E a natureza aprisionada entre anúncios
coloridos de amor, contas, tarot.
A catinga de urina nos postes e cantos
dos muros geram cores e caras.
No ponto de ônibus, vários olhares calados
no horizonte derretido.
Meu busão vem rastejando pela rua.
Ele para e o povo se afunila na sua porta.
Lá dentro, os semblantes gritam, e das testas pinga sangue.
E os olhos gulosos se cravam nas tetas da preta em transe, cansada.
Ela chora e ninguém ouve. Nem eu, que também choro, ouço.
Vejo um velho branco e baixo de cabeça chata e rosto fechado
tentando sem pudor encoxar uma menina mulata com roupa de escola.
Ela nota e se afasta, sem espanto. Atravessa o corredor entulhado
e se aloja no fundo com os demais moribundos.
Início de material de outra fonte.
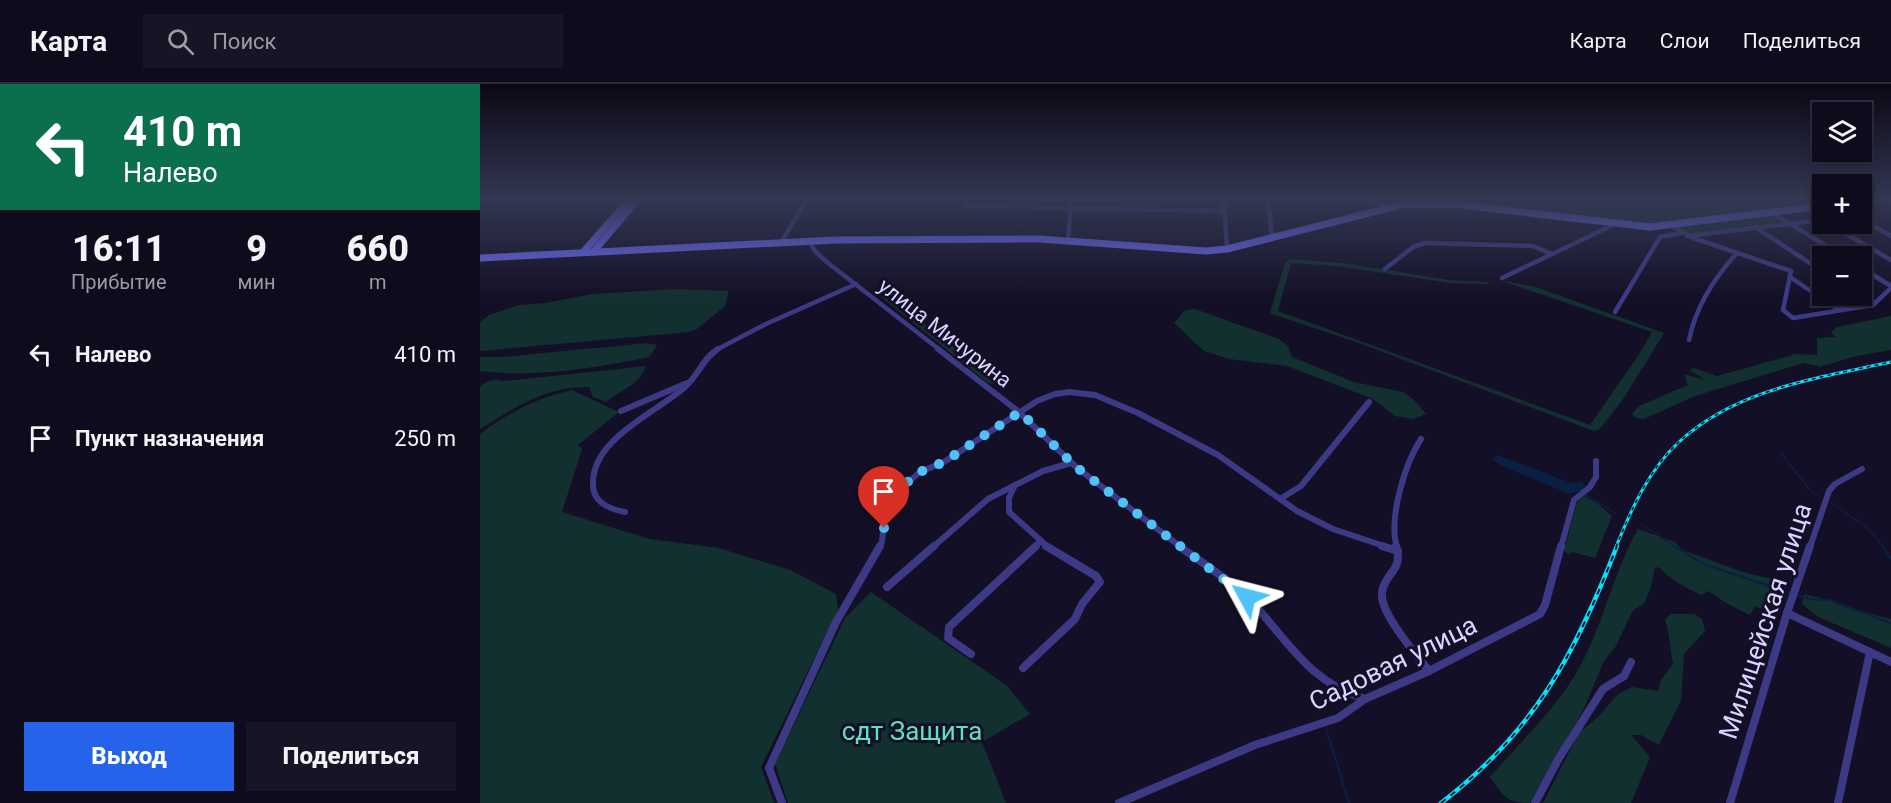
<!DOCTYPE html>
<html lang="ru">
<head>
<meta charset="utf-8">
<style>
  :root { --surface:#0e0b1c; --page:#171425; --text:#f1f3f6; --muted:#9b9ba3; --line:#2e2b3b; --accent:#2563eb }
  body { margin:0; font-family:Roboto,sans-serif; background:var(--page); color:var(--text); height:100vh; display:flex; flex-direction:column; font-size:22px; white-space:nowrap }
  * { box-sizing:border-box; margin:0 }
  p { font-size:20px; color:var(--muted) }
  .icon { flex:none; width:33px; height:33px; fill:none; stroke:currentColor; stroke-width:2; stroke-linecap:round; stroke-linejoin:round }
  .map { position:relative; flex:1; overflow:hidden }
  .panel { display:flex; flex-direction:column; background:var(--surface); width:480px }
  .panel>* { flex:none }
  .banner { background:#0b6e4f; color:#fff; overflow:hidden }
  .fabs { position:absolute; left:1332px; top:18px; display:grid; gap:12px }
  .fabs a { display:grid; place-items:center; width:60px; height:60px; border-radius:0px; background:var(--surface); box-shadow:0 3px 9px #0003,0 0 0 2px var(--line); font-size:30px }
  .pin { position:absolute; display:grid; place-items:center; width:51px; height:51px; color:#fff; margin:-62px -26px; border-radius:50% 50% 50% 0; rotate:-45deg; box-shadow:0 0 6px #0007 }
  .pin .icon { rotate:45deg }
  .me { position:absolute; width:66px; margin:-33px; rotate:308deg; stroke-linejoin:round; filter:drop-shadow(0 0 4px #0008) }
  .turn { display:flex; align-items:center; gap:21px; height:126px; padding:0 24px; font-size:27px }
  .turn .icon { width:78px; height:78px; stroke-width:2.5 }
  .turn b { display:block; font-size:42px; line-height:51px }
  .eta { display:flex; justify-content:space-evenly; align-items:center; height:102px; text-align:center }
  .eta b { font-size:36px; font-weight:800; line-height:42px }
  .primary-button { display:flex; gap:12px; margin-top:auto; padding:12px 24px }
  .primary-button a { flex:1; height:69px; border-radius:0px; background:var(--accent); color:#fff; font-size:24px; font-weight:800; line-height:69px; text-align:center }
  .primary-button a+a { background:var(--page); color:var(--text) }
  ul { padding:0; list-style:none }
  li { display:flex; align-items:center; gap:18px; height:84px; padding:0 24px }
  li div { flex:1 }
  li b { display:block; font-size:22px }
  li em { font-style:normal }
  header { display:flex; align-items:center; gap:36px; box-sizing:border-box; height:84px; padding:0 30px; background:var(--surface); border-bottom:2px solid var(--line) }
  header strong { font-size:28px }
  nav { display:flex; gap:33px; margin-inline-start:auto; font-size:21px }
  .search { width:420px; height:54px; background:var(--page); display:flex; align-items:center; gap:15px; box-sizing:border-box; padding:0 21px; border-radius:0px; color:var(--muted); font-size:22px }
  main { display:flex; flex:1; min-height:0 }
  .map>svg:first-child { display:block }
  .green { fill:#12302f }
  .water { fill:#0a1f44 }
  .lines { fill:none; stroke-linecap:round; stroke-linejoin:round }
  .stream-far1 { stroke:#0a1f44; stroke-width:1.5 }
  .stream { stroke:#0a1f44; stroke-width:2 }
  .street-far2 { stroke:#3d3a85; stroke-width:4.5 }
  .street-far1 { stroke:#3d3a85; stroke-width:6 }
  .street { stroke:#3d3a85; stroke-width:8 }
  .secondary { stroke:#6f6bff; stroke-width:7 }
  .rail-far1-casing { stroke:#00e5ff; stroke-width:3 }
  .rail-casing { stroke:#00e5ff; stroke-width:4.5 }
  .rail-far1 { stroke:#130f26; stroke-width:1.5; stroke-dasharray:4; stroke-linecap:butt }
  .rail { stroke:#130f26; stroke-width:2; stroke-dasharray:6; stroke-linecap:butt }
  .route { stroke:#4fc3f7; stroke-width:10; stroke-dasharray:0 18 }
  .labels { text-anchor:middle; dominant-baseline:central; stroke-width:6; stroke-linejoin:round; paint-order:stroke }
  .street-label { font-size:21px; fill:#d9d4ff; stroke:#130f26 }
  .near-street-label { font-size:26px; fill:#d9d4ff; stroke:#130f26 }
  .near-park-label { font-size:26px; fill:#5fe0c0; stroke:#130f26 }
</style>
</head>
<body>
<header>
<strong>Карта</strong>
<div class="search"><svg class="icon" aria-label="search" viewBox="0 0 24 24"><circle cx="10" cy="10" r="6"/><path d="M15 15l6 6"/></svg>Поиск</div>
<nav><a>Карта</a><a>Слои</a><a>Поделиться</a></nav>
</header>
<main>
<section class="panel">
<div class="banner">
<div class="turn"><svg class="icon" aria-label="left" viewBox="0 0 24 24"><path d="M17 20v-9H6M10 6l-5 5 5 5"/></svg><div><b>410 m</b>Налево</div></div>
</div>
<div class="eta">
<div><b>16:11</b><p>Прибытие</p></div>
<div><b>9</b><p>мин</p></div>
<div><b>660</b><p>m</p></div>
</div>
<ul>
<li><svg class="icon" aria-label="left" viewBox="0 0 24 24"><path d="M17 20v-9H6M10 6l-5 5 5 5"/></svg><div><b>Налево</b></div><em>410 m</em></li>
<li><svg class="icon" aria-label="arrive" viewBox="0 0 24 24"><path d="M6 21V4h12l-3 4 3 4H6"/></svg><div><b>Пункт назначения</b></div><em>250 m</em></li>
</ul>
<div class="primary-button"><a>Выход</a><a>Поделиться</a></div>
</section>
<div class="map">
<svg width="1411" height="719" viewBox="0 0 1411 719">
  <rect width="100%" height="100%" fill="#130f26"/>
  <g class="green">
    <polygon points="965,115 1342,115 1342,120 1167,141"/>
    <polygon points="1288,131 1302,138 1208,150 1197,143"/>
    <polygon points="809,175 862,179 969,196 1010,198 1007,200 970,199 857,182 811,179 798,227 1110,341 1160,269 1172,248 1019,196 1056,203 1184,249 1144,314 1119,346 1114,347 879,259 792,230 790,228 805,179"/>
    <polygon points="195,205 249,207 245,222 217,245 209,248 0,267 0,238 9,231 39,221 65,219 113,210"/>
    <path d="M396 209C421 221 501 277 514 300L508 299Z"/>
    <polygon points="715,225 799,255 808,262 812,273 874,298 923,308 934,316 946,330 932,335 915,332 893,315 807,282 749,275 724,267 694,239 705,226"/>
    <polygon points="1411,232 1411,266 1372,273 1340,283 1325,279 1307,284 1215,312 1164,335 1156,334 1152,330 1159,322 1208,301 1204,290 1225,296 1210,286 1214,284 1237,292 1316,270 1337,271 1337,254 1355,253 1351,248 1357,243"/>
    <path d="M167 259 177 261 169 273C115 284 55 294 0 287V273H22Z"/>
    <path d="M166 282C159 302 141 305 126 318L113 313 109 303C67 302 34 324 0 345V303C8 295 15 295 25 297Z"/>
    <path d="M92 306 139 328 98 361 102 365 82 428 170 455 239 464 310 486 356 510 358 526 281 683 294 719H0V350C29 328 57 314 92 306Z"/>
    <polygon points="1104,412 1117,419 1132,432 1115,474 1092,468 1089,471 1084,466 1097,419"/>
    <path d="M1158 445 1195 458 1202 466C1236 477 1269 494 1305 496L1306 513 1296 531 1275 522 1270 531 1246 519 1229 507 1221 511C1205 503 1192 497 1180 484L1175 483 1171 503 1164 520 1153 526 1136 562 1124 577 1103 627 1050 719C1025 719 1024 712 1010 693 1040 658 1075 626 1098 586 1123 542 1133 489 1158 445Z"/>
    <polygon points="391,508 526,601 550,630 502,658 526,719 308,719 295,680 365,534"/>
    <path d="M1324 510C1354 516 1381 528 1411 535V564L1338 533 1322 520Z"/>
    <path d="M1190 530H1214L1222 535 1225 547 1204 570 1201 616 1179 661 1161 651H1151L1170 673 1151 719H1063L1099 649 1119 632 1137 611 1152 603 1178 607 1181 596 1193 580C1190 565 1190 550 1185 536Z"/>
  </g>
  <polygon class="water" points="1017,371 1094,400 1100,397 1105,400 1103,406 1090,410 1022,382 1012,375"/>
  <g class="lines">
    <g class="stream-far1">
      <polyline points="1301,369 1330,406 1340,413"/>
      <polyline points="1106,411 1135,429"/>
      <polyline points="1350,418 1385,442 1404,463"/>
      <polyline points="1161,440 1195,463"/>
    </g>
    <g class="stream">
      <polyline points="1193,462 1226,481 1310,509"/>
      <polyline points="1403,462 1411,475"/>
      <polyline points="1316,511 1330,515 1349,516 1411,539"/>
      <polyline points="846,644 869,719"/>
    </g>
    <g class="street-far2">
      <polyline points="744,115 747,165"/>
      <polyline points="788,115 792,154"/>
      <polyline points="892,115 908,124"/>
      <polyline points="1406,115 1411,117"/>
      <polyline points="485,122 745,127"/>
      <polyline points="1277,122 1323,115"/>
      <polyline points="1292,129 1363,172"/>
      <polyline points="1382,135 1411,152"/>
      <polyline points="1349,140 1411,176"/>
      <polyline points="1192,142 1213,154 1311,187 1303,226 1313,234 1393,221 1411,204"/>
      <polyline points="1275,143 1342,187"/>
      <polyline points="1207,152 1342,136"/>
      <polyline points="302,157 327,115"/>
      <polyline points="329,157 335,167 348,179 460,266"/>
      <polyline points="588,157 591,115"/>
      <polyline points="1382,184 1411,202"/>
      <polyline points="905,185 933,163 945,159 1053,162 1072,170"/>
      <polyline points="1310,193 1359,226"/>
      <polyline points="1022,194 1131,142 1131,139"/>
      <polyline points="1382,211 1395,219"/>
      <polyline points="1135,228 1180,153 1201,149"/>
      <path d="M1209 256C1216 222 1234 194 1257 169"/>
      <polyline points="236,266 286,240 376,200"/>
    </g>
    <g class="street-far1">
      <polyline points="458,265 539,328 596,383 701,463"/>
      <polyline points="141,327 207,299"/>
      <polyline points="535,401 529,414 529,428 568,463"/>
      <polyline points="800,415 821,402 889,318"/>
      <path d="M145 428C130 425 113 419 113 401 111 355 176 329 205 303 218 292 223 274 238 265"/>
      <polyline points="399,463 402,458 405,429 425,401 440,388 464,378 557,317 575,310 589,308 615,311 658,329 738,371 817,427 853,445 907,463"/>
      <polyline points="453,463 508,415 563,387 591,379"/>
      <polyline points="555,463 560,458"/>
      <path d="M917 463C908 435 925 379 941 355"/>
      <polyline points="1081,463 1094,416 1110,403 1116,393 1116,377"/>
      <polyline points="1330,463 1349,407 1355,400 1382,385"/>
    </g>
    <g class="street">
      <path d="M699 462C722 479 749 495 769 515 808 556 828 598 885 615"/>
      <polyline points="902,462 918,467"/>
      <path d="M916 462C924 487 905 488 902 508 899 529 937 571 949 587"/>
      <polyline points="407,503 454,462"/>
      <polyline points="1307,529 1411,578"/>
      <polyline points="491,570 468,554 469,543 556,462"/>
      <polyline points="543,584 595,535 602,520 620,498 616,492 566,462"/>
      <polyline points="302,719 289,684 356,538 400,462"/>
      <polyline points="639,719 775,661 858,634 885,615 949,587 1060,530 1065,521 1081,462"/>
      <polyline points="1055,719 1079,674 1123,605 1144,592 1151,578"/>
      <polyline points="1250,719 1307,529 1330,462"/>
      <polyline points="1358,719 1390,568"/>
    </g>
    <g class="secondary">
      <polyline points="1382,117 1395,115"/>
      <polyline points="104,167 150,115"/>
      <polyline points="114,167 158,115"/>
      <polyline points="0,174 355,156 560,155 726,167 747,165 921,121 972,120 1170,143 1342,122"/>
    </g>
    <g class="rail-far1-casing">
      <path id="rail-far1" d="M1136 463C1151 426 1169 385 1199 358 1256 305 1338 294 1411 278"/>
    </g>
    <g class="rail-casing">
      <path id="rail" d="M961 719C1055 647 1095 570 1137 462"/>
    </g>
    <use href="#rail-far1" class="rail-far1"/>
    <use href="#rail" class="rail"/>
  </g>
  <linearGradient id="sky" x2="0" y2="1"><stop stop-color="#0a0815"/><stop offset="0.53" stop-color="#333752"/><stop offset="1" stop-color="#333752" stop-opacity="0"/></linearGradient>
  <rect width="1411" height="216" fill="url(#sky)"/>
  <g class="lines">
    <polyline class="route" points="404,444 405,429 424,401 440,388 464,378 540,328 596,383 767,513"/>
  </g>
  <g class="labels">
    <g class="street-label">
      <text transform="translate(465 249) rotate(38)">улица Мичурина</text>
    </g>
    <g class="near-street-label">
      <text transform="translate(1285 537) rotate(-72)">Милицейская улица</text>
      <text transform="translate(913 579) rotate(-26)">Садовая улица</text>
    </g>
    <g class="near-park-label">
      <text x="432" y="647">сдт Защита</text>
    </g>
  </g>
</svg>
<div class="fabs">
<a><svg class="icon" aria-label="layers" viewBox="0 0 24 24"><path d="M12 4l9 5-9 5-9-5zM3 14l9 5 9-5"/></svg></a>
<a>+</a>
<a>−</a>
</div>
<div class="pin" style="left:404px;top:444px;background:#d93025"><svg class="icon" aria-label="arrive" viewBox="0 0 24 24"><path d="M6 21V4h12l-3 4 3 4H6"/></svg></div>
<svg class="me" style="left:767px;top:513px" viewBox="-20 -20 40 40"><path d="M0-17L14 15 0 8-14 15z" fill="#4fc3f7" stroke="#fff" stroke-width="4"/></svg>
</div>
</main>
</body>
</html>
Fico colado na catraca, travado. Para além dela, os gemidos surdos e queixas
encharcam a atmosfera escurecida. O ônibus se entope. O calor me envolve os sovacos
e o ar me escapa, como de costume.
“Mais um passinho no corredor, pessoal, por favor!”
berra o cobrador com sua voz rouca.
Sou empurrado, amassado. “Vai meu, passa aí”,
o homem atrás de mim. Passo o bilhete. Desponta o estalo metálico.
Fico ali grudado a uma senhora gorda, que me olha toda hora, sem brandura.
Um cotovelo espeta minhas costelas. Não me mexo.
O busão se move com um arranco que empurra mais em mim o cotovelo e eu me contorço.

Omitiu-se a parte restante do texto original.